▶ [REQUIREMENT]: Copies of all lines that contain "Union" are needed; take them from the data below.

▶ [THE INPUT]:
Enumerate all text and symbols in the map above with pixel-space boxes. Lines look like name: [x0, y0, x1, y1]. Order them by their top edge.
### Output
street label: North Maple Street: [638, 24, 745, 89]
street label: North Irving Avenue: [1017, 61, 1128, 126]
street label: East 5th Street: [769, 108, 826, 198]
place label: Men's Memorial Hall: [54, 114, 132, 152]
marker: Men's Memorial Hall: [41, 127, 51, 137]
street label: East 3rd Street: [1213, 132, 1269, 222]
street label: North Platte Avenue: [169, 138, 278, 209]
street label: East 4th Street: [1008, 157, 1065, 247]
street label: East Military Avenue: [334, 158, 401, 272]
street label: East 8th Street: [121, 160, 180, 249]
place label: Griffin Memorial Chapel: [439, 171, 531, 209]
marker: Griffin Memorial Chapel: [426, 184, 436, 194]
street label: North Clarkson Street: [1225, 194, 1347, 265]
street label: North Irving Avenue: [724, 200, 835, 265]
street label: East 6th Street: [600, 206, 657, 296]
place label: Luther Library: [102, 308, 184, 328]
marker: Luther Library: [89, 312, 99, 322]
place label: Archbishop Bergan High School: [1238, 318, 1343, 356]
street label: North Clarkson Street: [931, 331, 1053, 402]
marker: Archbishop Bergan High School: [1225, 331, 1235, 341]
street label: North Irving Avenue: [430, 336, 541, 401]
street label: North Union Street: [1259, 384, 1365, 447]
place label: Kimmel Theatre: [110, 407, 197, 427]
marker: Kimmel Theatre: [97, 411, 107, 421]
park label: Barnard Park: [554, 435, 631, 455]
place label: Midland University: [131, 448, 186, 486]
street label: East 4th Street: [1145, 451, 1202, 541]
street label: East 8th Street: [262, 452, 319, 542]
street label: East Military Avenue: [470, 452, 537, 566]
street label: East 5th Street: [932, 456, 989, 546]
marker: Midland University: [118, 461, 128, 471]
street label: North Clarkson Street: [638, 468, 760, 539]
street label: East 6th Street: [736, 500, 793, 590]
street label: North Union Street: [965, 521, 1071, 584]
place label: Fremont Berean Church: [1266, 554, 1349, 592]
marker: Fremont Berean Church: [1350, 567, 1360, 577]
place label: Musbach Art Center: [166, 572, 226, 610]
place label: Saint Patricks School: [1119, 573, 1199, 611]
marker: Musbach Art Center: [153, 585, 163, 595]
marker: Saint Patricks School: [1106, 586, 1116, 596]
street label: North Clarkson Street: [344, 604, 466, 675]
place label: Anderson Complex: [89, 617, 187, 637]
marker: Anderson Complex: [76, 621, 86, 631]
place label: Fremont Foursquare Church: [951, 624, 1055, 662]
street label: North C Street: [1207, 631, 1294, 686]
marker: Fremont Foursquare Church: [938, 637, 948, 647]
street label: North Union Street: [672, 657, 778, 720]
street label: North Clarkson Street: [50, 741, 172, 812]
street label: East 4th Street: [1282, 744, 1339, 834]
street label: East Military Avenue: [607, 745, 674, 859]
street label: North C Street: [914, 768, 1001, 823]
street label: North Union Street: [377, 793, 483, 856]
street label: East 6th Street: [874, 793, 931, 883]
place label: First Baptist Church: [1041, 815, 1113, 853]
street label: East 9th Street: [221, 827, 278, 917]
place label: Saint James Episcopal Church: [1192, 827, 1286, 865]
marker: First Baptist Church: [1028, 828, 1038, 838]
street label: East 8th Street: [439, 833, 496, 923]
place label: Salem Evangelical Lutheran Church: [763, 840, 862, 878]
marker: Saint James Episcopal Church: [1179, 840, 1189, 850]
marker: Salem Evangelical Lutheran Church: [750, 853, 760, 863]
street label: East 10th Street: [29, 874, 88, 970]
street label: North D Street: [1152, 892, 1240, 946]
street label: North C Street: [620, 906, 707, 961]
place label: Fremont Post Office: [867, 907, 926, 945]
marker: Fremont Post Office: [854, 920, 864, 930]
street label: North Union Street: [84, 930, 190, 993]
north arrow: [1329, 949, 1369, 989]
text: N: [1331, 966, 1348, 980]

▶ [SOLUTION TO THE EXERCISE]:
street label: North Union Street: [1259, 384, 1365, 447]
street label: North Union Street: [965, 521, 1071, 584]
street label: North Union Street: [672, 657, 778, 720]
street label: North Union Street: [377, 793, 483, 856]
street label: North Union Street: [84, 930, 190, 993]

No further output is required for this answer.